In our response to the Consultation on the Reform to Retail Price Index Methodology (“RPI Reform”), 20-20 Trustees has signalled its concern that the proposed change will create significant funding strains for a number of pension schemes and their sponsors. Of course, not all schemes will be negatively impacted, as depending on the structure of the liabilities they may see limited change in their funding, but our response is focused on those schemes that will be impacted.
We do not disagree with the principle of the need for change to RPI or even the proposed calculation methodology. Nor do we disagree with the principle that CPIH (Consumer Price Index Housing) may provide pensioners that have inflation-linked benefits with a more appropriate level of pension increases in some circumstances. Nevertheless, we are fundamentally concerned by the huge transfer of wealth from pension funds to HM Treasury that will occur if no form of mitigation to the proposed change is put in place.
20-20 Trustees propose alignment with a margin
Therefore, 20-20 Trustees mitigation proposal would be to amend RPI to align with CPIH plus a margin. The margin is unlikely to be static, but a transparent margin could be produced which reflects the expected long-term average premium of RPI over the new inflation measure. This reflects pension fund industry norm in designing a suitable CPI hedge with RPI assets.
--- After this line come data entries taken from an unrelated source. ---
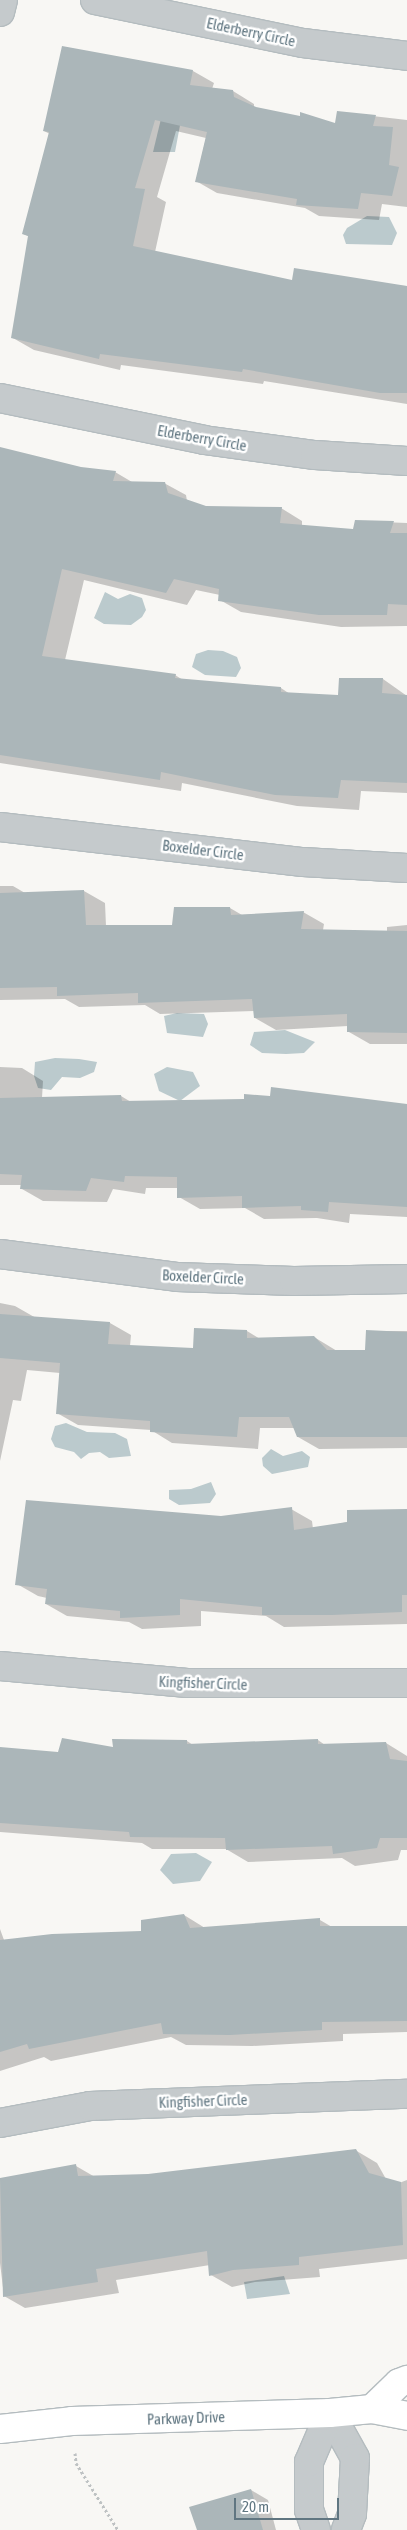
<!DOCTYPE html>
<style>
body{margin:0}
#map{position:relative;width:407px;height:2530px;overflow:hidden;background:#f8f7f4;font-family:"Asap Condensed",sans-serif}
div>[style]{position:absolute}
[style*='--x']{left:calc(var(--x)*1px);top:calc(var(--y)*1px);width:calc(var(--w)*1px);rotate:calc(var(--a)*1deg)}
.water>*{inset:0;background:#bbcacd}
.shadow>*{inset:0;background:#0003}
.building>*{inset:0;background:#abb6b9}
.path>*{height:3px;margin-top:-1.5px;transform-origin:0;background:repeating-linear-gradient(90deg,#bec2c3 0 2.5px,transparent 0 5px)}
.roads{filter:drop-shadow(1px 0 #b4bcbf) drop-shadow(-1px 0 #b4bcbf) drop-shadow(0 1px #b4bcbf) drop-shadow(0 -1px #b4bcbf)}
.street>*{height:28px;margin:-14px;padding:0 14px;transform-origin:14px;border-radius:14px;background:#c5cacc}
.secondary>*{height:28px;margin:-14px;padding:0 14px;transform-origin:14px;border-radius:14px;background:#fff}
span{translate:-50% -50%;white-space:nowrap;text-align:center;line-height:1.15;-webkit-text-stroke:5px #fff;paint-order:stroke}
.street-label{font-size:15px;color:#607681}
.scale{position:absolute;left:234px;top:2498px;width:105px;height:22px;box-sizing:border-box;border:2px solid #607681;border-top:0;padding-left:6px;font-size:15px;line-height:18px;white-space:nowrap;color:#607681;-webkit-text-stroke:4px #fff;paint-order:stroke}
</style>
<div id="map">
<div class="water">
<div style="clip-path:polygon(166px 98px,184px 104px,175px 152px,153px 152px)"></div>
<div style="clip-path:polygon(367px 216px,389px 217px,397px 233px,392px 245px,346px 244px,343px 235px,347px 228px)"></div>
<div style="clip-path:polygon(105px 592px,118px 599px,130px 594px,142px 598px,146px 610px,142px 617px,131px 625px,104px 624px,94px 618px)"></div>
<div style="clip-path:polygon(208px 650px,223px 651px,237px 657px,241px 668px,236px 677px,205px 675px,192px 667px,196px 654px)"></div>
<div style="clip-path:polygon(177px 1013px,204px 1014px,208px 1024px,203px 1037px,167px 1033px,164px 1016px)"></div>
<div style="clip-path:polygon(285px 1030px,315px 1042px,304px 1053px,286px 1054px,262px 1053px,250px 1045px,254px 1032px)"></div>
<div style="clip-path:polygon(55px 1058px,79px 1059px,97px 1062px,94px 1072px,80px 1078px,62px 1077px,51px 1090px,38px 1088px,34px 1076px,35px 1062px)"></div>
<div style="clip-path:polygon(167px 1067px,193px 1072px,200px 1086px,180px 1101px,159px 1091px,154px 1074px)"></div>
<div style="clip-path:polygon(66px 1423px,87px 1432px,115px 1433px,127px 1439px,131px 1456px,109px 1458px,100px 1452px,89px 1453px,81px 1459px,74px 1452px,55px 1447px,51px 1439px,55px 1426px)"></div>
<div style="clip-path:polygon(271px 1449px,283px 1456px,302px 1451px,310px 1457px,308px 1467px,272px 1474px,263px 1466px,262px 1458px)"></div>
<div style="clip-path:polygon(211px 1482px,216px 1494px,210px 1503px,179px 1505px,169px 1499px,169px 1490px,191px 1489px)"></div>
<div style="clip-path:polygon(196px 1853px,212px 1862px,200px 1881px,173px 1884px,160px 1870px,171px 1854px)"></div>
<div style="clip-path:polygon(284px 2276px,290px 2294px,247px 2299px,244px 2282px)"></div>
</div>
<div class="shadow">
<div style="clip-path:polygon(63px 47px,193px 71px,214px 83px,212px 89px,233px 91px,254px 104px,254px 108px,336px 124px,338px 112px,407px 120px,407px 207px,382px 204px,379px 220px,319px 216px,305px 208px,217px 193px,196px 181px,206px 138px,176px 131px,157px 197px,166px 202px,155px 252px,293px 282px,407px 286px,407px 404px,264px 381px,263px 384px,121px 365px,120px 370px,34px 350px,13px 338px,30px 237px,24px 234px,50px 134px,44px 131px)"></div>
<div style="clip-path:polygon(0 458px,115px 472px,132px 482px,164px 483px,186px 495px,187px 501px,206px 507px,281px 508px,302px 521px,302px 526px,355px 531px,356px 521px,407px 523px,407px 626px,341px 627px,241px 612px,220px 600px,220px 595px,196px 590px,187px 605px,84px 580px,65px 660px,175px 675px,183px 680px,281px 688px,290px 694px,340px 696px,383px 679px,407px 696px,407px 793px,361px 791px,359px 810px,297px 806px,182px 783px,181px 791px,0 763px)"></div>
<div style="clip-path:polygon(0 886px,13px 886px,25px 893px,84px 891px,105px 903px,106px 926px,173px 926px,230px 908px,242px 915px,303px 912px,324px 924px,323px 930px,387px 932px,387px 927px,407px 925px,407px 1044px,370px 1044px,349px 1032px,348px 1026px,276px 1030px,255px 1018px,254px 1011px,160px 1014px,145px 1005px,79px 1007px,65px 999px,0 1000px)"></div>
<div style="clip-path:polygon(0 1067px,22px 1068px,43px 1081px,42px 1098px,121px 1096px,131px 1102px,407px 1106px,407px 1217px,350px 1214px,349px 1223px,317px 1218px,264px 1219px,245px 1208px,200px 1209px,179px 1197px,178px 1188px,146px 1188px,145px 1194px,113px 1189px,107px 1202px,43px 1201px,22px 1189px,22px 1185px,0 1185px)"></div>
<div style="clip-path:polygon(0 1303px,15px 1306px,36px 1318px,110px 1323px,131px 1335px,130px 1346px,194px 1349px,195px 1329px,247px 1331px,260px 1339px,314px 1337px,337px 1351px,367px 1351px,367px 1331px,407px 1331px,407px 1448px,319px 1449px,298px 1437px,295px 1428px,260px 1428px,258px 1449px,172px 1443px,151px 1430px,78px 1425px,57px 1413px,60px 1373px,27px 1370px,21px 1401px,13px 1400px,0 1461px)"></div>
<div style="clip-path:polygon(291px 1509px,312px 1521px,313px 1529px,407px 1510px,407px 1624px,284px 1627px,266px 1616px,201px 1611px,201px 1626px,142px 1629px,129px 1622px,67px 1616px,46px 1604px,47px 1598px,38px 1596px,17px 1584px,221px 1518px)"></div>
<div style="clip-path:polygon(318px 1740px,325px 1745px,386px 1743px,407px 1756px,407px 1850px,401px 1850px,398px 1860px,355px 1866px,342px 1858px,248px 1862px,226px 1849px,152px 1849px,142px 1843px,0 1832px,0 1748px,59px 1753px,187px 1741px,193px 1745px)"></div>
<div style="clip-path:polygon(184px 1915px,205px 1928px,320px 1920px,332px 1927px,407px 1927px,407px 2032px,343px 2034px,343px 2041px,252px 2046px,186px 2045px,171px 2037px,51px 2061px,44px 2057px,0 2071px,0 1929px,4px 1940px,142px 1933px)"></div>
<div style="clip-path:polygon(355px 2150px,377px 2163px,386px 2179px,399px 2183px,407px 2180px,407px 2259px,319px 2269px,320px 2277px,255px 2282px,232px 2287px,211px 2275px,210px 2265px,116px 2280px,119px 2293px,25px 2308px,4px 2296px,0 2263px,0 2179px,76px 2166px,95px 2177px,148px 2176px)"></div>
<div style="clip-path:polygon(251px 2490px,268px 2500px,276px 2530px,199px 2530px)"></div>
</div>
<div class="building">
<div style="clip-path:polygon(62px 46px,193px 70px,190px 85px,233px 90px,234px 97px,256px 107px,300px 116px,300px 112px,335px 123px,337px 111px,376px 115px,373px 126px,393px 127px,389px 165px,399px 167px,392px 196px,361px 193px,358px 209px,296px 205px,297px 199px,195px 182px,207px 132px,155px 120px,135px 188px,145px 189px,133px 246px,292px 280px,294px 268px,407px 286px,407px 393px,380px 393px,243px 369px,242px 372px,100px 354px,99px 359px,11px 338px,28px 236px,22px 234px,49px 132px,43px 131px)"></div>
<div style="clip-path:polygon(0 447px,81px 467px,116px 471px,113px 481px,165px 482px,168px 493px,206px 506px,282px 507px,280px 523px,353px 529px,355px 520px,394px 521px,390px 533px,407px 533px,407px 605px,388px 604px,387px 615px,319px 615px,218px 601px,219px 589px,174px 579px,166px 593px,62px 569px,42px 656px,176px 674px,175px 678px,281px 687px,281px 692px,338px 695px,339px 678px,383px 678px,382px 693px,407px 695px,407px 783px,341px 780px,338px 798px,275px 795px,161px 772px,160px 780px,0 755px)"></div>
<div style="clip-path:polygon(84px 890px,86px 925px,172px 925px,174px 907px,230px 907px,231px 915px,304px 911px,301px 929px,407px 931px,407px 1033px,347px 1032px,347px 1014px,254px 1018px,252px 999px,138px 1003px,138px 993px,57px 996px,57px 987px,0 988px,0 893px)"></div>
<div style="clip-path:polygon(271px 1087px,407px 1104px,407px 1207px,329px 1202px,328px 1212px,301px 1210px,301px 1206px,242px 1208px,242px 1196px,177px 1198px,177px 1177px,125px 1176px,124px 1182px,91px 1178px,86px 1191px,20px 1189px,22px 1175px,0 1174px,0 1098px,121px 1095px,122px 1101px,244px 1099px,244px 1094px,270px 1096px)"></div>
<div style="clip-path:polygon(0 1314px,110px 1322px,108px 1344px,193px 1348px,194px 1328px,247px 1330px,247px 1338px,314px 1336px,327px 1350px,365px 1350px,366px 1330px,407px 1332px,407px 1437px,297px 1437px,289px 1417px,239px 1417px,237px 1437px,150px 1432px,150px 1421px,56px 1414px,60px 1363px,0 1358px)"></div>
<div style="clip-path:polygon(26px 1500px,221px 1516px,292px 1507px,294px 1530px,347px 1522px,347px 1510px,407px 1509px,407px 1595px,402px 1595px,402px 1612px,332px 1615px,262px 1615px,262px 1607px,180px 1599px,180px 1615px,120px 1618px,120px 1611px,45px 1604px,47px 1589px,15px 1585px)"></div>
<div style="clip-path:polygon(62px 1738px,113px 1747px,112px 1739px,187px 1740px,187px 1744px,318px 1739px,318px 1744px,386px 1742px,390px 1759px,407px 1761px,407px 1838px,380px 1838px,377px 1848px,333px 1854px,332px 1846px,226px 1850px,225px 1838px,130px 1837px,129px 1832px,0 1823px,0 1747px,58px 1752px)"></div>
<div style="clip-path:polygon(184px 1914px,190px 1928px,320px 1918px,320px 1926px,407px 1926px,407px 2021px,322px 2022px,322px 2030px,230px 2035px,163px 2034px,161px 2023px,29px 2049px,27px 2044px,0 2052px,0 1940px,52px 1934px,141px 1931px,141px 1920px)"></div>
<div style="clip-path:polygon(356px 2149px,369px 2173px,401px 2182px,403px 2245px,299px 2257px,299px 2265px,233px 2270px,209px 2276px,207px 2251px,96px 2269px,98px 2282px,3px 2297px,0 2178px,76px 2164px,78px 2176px,148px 2174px)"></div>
<div style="clip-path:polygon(251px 2489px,263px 2530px,197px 2530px,189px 2507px)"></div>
</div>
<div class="path">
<div style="--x:75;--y:2453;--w:10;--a:84"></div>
<div style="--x:76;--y:2463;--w:79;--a:57.9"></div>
</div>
<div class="roads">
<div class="street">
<div style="--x:95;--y:0;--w:212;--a:11.7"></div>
<div style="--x:303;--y:43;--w:105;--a:7.1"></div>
<div style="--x:0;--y:12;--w:12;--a:-76"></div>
<div style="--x:0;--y:398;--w:208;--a:11.6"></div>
<div style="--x:204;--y:440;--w:112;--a:7.7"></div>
<div style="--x:315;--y:455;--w:92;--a:3.7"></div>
<div style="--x:0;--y:827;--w:305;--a:6.6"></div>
<div style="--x:303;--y:862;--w:104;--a:3.3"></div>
<div style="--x:0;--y:1254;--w:178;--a:7.4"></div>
<div style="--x:177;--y:1277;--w:117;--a:2"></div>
<div style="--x:294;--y:1281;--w:113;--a:-1"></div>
<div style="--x:0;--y:1666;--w:188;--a:5.2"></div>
<div style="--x:187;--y:1683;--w:220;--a:0"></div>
<div style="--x:0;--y:2123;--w:92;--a:-10.7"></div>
<div style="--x:90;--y:2106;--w:317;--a:-2.2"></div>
<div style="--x:330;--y:2413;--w:51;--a:60.9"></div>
<div style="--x:355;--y:2458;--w:56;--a:93.1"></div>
<div style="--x:352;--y:2514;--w:17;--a:111"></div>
<div style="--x:316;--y:2530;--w:21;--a:-109"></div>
<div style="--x:309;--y:2510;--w:48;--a:-90"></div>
<div style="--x:309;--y:2462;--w:53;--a:-66.8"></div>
</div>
<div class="secondary">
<div style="--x:372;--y:2409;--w:37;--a:-44"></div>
<div style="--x:399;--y:2383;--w:9;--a:-21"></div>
<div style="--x:0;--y:2429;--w:72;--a:-6.3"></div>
<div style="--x:72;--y:2421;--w:258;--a:-1.8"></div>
<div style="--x:330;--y:2413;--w:42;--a:-5.4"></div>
<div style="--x:372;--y:2409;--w:36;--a:11"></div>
</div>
</div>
<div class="street-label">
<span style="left:251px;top:32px;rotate:12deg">Elderberry Circle</span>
<span style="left:202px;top:438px;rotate:10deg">Elderberry Circle</span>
<span style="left:203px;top:850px;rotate:7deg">Boxelder Circle</span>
<span style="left:203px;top:1277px;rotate:3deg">Boxelder Circle</span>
<span style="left:203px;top:1683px;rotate:2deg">Kingfisher Circle</span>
<span style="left:203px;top:2101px;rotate:-2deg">Kingfisher Circle</span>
<span style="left:186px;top:2418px;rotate:-2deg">Parkway Drive</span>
</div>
<div class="scale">20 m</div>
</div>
This would provide the certainty that sponsors and pension funds need, and would mitigate the damaging transfer of wealth from asset-owners to asset-writers.
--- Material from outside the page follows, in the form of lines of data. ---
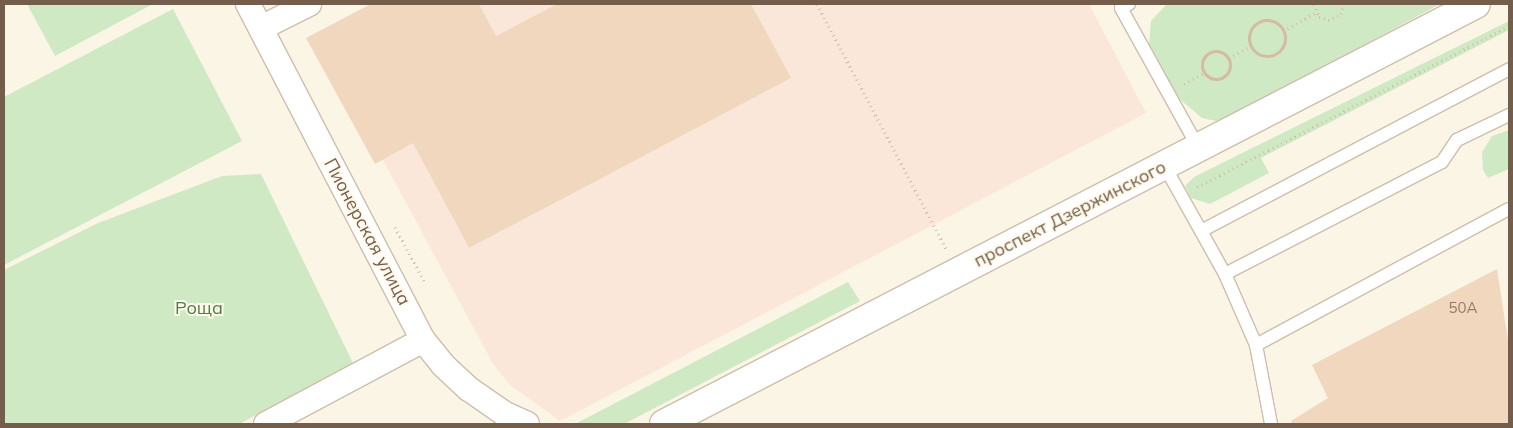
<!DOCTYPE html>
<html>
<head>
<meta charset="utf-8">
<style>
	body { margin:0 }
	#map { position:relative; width:1513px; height:428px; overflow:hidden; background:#fbf5e5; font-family:Mulish,sans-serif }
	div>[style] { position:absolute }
	.commercial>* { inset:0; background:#fbe7da }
	.green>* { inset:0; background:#cfe9c4 }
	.building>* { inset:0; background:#f0d7be }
	.path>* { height:3px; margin-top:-1.5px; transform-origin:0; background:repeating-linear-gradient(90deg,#d5bba1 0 1px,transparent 0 5px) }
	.path>.ring { margin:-1.5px; padding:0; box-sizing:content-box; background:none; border:3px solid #d5bba1; border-radius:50% }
	.roads { filter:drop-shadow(1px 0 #cdbeac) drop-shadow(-1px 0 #cdbeac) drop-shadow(0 1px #cdbeac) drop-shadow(0 -1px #cdbeac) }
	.service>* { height:12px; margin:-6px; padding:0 6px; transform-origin:6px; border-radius:6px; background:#fff }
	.minor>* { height:24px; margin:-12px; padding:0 12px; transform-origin:12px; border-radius:12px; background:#fff }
	.tertiary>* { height:28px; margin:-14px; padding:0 14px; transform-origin:14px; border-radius:14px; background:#fff }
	span { translate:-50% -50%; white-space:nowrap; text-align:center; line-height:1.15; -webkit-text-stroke:4px #fef9eb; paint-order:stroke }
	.number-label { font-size:15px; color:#937c68 }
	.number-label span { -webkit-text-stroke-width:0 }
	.street-label { font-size:18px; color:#745e4b }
	.park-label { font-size:18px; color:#517e46 }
	.frame { position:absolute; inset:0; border:5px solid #745e4b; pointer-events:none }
</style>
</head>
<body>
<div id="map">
	<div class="commercial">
		<div style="clip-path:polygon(371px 4px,1089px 4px,1146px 113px,560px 421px,510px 385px,493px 364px,315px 34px)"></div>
	</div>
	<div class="green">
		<div style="clip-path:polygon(27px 4px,153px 4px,55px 56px)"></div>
		<div style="clip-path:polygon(1167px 4px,1440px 4px,1230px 117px,1216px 121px,1202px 118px,1176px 96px,1149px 46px,1151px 21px)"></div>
		<div style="clip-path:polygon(173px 9px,242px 141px,4px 265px,4px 97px)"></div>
		<div style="clip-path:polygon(1509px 21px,1509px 30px,1261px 158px,1269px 173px,1210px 204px,1191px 198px,1185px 186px,1194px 177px)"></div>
		<div style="clip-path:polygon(1509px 130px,1509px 169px,1488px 178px,1483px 170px,1482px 152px,1492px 136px)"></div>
		<div style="clip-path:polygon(261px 174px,353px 363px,239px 424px,4px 424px,4px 270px,98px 223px,222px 176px)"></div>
		<div style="clip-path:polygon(848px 282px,860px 301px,624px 424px,575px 424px)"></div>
	</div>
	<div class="building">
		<div style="clip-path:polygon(371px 4px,479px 4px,496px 36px,557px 4px,751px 4px,791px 78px,469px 248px,413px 143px,375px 164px,306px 38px)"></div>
		<div style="clip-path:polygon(1497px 269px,1509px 347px,1509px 424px,1292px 424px,1291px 421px,1328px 398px,1312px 365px)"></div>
	</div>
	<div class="path">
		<div style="left:817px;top:4px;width:277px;rotate:62.2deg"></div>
		<div style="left:1314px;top:4px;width:14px;rotate:69deg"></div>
		<div style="left:1319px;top:17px;width:9px;rotate:18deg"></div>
		<div style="left:1328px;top:20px;width:14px;rotate:-25deg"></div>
		<div style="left:1341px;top:14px;width:10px;rotate:-73deg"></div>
		<div class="ring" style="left:1249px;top:20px;width:33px;height:33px"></div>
		<div style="left:1283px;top:31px;width:37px;rotate:-29deg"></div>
		<div class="ring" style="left:1202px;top:51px;width:25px;height:25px"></div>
		<div style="left:1229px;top:58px;width:25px;rotate:-29deg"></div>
		<div style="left:1184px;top:84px;width:23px;rotate:-29deg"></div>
		<div style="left:1197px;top:187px;width:351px;rotate:-27.3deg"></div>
		<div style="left:395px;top:227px;width:61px;rotate:61.8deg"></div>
	</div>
	<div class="roads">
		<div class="service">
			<div style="left:1129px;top:4px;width:9px;rotate:153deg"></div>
			<div style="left:1121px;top:8px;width:159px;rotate:61deg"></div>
			<div style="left:1164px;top:165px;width:125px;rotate:60.8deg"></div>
			<div style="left:1225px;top:274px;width:77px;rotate:66.4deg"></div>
			<div style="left:1256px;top:345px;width:80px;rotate:79.2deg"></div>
			<div style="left:1201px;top:231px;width:348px;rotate:-27.7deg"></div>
			<div style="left:1225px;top:274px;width:244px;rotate:-27.3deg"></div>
			<div style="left:1442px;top:162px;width:27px;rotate:-56deg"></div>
			<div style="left:1457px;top:140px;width:58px;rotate:-25.7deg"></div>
			<div style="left:1256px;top:345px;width:287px;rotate:-28.3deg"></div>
		</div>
		<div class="minor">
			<div style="left:248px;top:4px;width:379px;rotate:62.5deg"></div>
			<div style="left:423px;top:340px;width:32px;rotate:51deg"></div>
			<div style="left:443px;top:365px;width:35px;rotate:43deg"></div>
			<div style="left:469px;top:389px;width:44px;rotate:34.8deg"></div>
			<div style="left:505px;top:414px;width:24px;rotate:24deg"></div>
			<div style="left:261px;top:28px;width:54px;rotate:-26.6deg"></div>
			<div style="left:266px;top:424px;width:178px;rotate:-28.1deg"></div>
		</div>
		<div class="tertiary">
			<div style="left:664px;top:424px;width:914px;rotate:-27.35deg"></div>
		</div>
	</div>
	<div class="number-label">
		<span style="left:1463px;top:308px">50А</span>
	</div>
	<div class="street-label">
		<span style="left:1070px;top:214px;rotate:-27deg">проспект Дзержинского</span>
		<span style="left:367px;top:232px;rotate:62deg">Пионерская улица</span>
	</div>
	<div class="park-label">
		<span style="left:199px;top:308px">Роща</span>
	</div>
	<div class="frame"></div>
</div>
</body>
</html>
This form of mitigation would also have the structural benefits of maintaining the income profile for pension funds, which is important because the profile of the cash flows are an integral part of the inflation risk hedging mechanism.
Proposals could have negative consequences
Our role as trustees is to be the guardians of hard-earned pension funds. Trustees across the UK have done this by removing risk from defined benefit pension funds and historically investing in index-linked gilts on the understanding they would be uprated by RPI – implicitly recognising the value differences between RPI and CPI. However, the proposed changes provide no compensation for index-linked gilt asset holders and would, therefore, have significant and immediate consequences for many pension funds– especially those with material CPI-linked pension benefit structures.
Under the current recommendation, funding status could deteriorate because when purchased, these assets were bought at a price that reflected the expected cash flows. If the cash flows expected from these assets suddenly reduce (which they would under the proposal in the absence of mitigation), the value of these assets would also fall. This means that pension funds holding index-linked gilts to hedge inflation-linked liabilities will see a reduction in their current asset value as well as future cash flows.
What this means in practice is that a pension scheme that has robust plans in place to minimise risk and has worked hard to ensure the liability is affordable for the sponsor, could face significant problems as a consequence of the proposed changes coming into force without mitigation. The pension scheme would require significantly increased cash funding that the sponsor might not be able to support. These pension schemes may also need to undo some of the asset de-risking in order to obtain additional returns to remove the increased deficit. The resulting unexpected increase in the investment risk would be detrimental to member security and there could be an unacceptable period of time before members’ benefit can be secured.
In addition, an additional deficit could potentially impact on a company’s ability to service debt and pay dividends. This would jeopardise the company’s financial viability which in turn jeopardises the covenant afforded to the Scheme – essentially once again it will be members who suffer.